Muitas leituras nos últimos tempos, povoando de sobrecarregadas montanhas de volumes o espaço vulgarmente designado por “livros de cabeceira”. A “cabeceira” é coisa que já não existe, e os livros mal deixam espaço para alcançar a cama. Por outro lado, já nem sei há quanto tempo não dou conta aqui do que vou lendo. Acho, no entanto, que vale a pena referir aqui algumas leituras, ainda que de forma necessariamente sucinta.

Andei numa de descobrir a “República”, passados 100 anos, sem que depois de tantas leituras tenha ficado mais entusiasmado com a nossa “primeira” República. Creio cada vez mais que foi ela que abriu caminho à ditadura de Salazar, o que não se pode dizer que tenha sido fraca herança. Esperemos que a nossa actual República se porte melhor (mas cuidado!, os tempos são outros e as ditaduras não são as mesmas!).
Gostei de ler obras de várias orientações e com diversas perspectivas. Nunca se fica com uma imagem completa quando se lêem ou se ouvem apenas as razões de um dos lados. Assim, muito boa e bem documentada é a “História da Primeira República Portuguesa”, com coordenação de Fernando Rosas e Maria Fernanda Rollo (de que existem duas edições, ambas da “Tinta da China”). Trabalho que reúne especialistas vários, abordando aspectos diferentes, sempre numa visão republicana e de esquerda actual.

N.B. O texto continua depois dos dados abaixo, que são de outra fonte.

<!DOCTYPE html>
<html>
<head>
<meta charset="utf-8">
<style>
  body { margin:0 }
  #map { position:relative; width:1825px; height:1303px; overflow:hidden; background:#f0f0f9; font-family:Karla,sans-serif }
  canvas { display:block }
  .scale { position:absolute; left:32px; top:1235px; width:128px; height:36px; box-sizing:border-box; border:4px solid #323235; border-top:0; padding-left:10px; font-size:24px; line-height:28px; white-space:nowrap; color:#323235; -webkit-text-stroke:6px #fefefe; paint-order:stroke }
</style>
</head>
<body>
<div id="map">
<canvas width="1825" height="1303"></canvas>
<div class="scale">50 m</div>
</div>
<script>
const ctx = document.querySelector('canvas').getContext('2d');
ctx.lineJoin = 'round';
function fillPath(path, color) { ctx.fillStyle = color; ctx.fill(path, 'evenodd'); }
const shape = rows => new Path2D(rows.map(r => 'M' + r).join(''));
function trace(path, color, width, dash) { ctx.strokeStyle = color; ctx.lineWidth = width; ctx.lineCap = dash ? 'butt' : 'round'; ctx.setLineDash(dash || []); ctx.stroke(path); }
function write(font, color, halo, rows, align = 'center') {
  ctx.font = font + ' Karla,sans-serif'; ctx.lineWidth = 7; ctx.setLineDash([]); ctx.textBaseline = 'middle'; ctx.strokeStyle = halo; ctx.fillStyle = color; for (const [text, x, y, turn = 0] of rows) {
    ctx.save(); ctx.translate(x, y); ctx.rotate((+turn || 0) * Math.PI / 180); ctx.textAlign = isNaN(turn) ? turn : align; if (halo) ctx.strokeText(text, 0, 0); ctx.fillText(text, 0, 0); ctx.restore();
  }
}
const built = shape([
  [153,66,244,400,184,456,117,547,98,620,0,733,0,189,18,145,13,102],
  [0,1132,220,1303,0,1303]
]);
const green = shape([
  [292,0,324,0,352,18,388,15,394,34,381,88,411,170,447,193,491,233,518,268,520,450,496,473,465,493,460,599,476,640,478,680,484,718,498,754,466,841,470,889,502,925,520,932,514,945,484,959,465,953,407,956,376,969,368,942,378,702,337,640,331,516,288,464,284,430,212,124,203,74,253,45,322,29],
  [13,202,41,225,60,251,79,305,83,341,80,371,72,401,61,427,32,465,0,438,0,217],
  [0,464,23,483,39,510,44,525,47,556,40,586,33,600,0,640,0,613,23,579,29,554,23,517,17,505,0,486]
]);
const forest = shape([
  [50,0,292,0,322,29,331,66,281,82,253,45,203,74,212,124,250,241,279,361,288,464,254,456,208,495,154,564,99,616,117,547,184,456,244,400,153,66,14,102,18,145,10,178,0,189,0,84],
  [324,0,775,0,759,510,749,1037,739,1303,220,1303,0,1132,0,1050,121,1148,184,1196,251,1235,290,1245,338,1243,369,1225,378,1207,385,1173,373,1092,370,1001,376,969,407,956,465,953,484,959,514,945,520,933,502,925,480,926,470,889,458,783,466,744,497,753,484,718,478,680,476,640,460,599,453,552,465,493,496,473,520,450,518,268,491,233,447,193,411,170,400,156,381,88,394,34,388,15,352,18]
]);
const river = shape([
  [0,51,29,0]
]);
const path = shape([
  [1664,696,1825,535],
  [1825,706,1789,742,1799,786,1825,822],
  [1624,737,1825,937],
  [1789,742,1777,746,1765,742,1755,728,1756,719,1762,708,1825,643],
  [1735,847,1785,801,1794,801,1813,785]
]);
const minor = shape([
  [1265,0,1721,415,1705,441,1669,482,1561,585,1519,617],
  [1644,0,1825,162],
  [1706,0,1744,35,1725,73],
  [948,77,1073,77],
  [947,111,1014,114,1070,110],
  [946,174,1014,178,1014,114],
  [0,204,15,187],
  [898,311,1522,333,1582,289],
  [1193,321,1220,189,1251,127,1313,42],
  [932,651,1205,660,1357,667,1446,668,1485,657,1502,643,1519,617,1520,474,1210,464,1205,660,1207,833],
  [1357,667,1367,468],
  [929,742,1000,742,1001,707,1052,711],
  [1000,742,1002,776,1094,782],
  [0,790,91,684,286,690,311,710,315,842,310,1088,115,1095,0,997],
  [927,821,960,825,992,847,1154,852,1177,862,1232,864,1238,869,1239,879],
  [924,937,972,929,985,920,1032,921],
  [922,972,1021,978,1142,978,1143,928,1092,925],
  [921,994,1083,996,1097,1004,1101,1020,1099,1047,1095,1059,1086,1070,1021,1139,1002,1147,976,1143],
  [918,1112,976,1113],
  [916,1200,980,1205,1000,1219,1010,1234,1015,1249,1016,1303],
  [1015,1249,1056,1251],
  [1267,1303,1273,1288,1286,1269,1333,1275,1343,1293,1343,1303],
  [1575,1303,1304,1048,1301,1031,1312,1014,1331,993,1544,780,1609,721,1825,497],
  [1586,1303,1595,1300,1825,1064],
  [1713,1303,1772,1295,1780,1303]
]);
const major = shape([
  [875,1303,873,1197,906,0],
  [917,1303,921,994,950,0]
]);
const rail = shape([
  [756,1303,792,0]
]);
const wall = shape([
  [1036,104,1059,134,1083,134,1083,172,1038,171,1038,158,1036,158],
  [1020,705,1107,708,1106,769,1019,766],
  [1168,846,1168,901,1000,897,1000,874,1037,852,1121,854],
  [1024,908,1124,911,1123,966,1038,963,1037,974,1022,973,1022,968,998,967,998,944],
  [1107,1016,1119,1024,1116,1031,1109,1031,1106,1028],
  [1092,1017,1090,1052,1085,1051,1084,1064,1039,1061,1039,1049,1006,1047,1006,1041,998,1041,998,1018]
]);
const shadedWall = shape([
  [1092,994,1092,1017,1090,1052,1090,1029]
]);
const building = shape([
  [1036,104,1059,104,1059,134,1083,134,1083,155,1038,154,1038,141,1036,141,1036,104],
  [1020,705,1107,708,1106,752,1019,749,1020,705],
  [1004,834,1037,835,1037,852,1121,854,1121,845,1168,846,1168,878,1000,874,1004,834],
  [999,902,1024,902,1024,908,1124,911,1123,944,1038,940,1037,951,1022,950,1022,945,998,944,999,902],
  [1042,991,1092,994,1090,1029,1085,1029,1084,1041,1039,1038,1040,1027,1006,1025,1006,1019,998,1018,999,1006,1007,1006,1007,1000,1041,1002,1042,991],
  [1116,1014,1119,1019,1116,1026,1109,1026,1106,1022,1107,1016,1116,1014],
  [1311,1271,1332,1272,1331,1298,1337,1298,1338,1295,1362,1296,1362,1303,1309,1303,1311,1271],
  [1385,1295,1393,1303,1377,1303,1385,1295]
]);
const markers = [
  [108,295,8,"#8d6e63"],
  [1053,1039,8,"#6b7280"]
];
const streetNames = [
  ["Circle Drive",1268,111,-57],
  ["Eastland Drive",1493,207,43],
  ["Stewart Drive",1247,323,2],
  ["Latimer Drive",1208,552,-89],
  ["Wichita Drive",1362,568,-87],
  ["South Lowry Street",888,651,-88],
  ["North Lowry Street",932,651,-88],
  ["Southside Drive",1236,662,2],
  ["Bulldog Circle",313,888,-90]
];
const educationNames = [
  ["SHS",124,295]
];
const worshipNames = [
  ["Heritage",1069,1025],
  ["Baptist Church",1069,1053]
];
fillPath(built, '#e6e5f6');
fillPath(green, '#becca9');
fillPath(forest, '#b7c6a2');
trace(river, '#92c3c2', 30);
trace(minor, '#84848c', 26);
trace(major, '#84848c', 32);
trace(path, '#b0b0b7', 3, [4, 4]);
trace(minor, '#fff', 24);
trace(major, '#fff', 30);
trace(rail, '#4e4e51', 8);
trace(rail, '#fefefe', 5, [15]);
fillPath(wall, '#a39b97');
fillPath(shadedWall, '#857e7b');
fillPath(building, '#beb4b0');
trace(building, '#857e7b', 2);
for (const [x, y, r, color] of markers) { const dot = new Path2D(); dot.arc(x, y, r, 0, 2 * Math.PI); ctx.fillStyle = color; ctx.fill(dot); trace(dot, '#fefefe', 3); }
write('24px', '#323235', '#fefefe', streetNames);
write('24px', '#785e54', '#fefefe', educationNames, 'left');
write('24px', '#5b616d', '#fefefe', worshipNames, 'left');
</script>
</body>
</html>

Apreciei bastante “o relato do 5 de Outubro visto pelos monárquicos em 1910”, “Diário dos Vencidos”, de Joaquim Leitão, escritor e jornalista que, com elegância de estilo e um notável e vigoroso sentido da reportagem, foi recolhendo testemunhos que reuniu em livro. (ed. Alétheia)
Curioso, mas deixando algumas dúvidas no espírito, é “O Relato Secreto da Implantação da República feita pelos Maçons e Carbonários”, com organização e prefácio de Costa Pimentel (de quem já havia lido um muito discutível livro em que se procurava demonstrar que Salazar era maçon). Apresenta documentos importantes, mas as conclusões são, no mínimo, incertas. (Ed. Guerra e Paz).

Fernando Catroga editou (na”Casa das Letras”) um texto importante, “O Republicanismo em Portugal, da formação ao 5 de Outubro de 1910”, dando particular atenção a alguns temas essenciais na formação do pensamento republicano, como liberdade, livre pensamento, maçonaria, igreja, mulher, moral, poder, ciência, educação e patriotismo. Proveitosa leitura.
“Como se faz um Povo”, com coordenação de José Neves, acompanhou a exposição “Povo”, reunindo testemunhos diversificados sobre o que é ser “povo”, e sobretudo o que é ser “povo” em Portugal. Para se perceber a identidade que somos ou julgamos ser. (ed. “Tinta da China”).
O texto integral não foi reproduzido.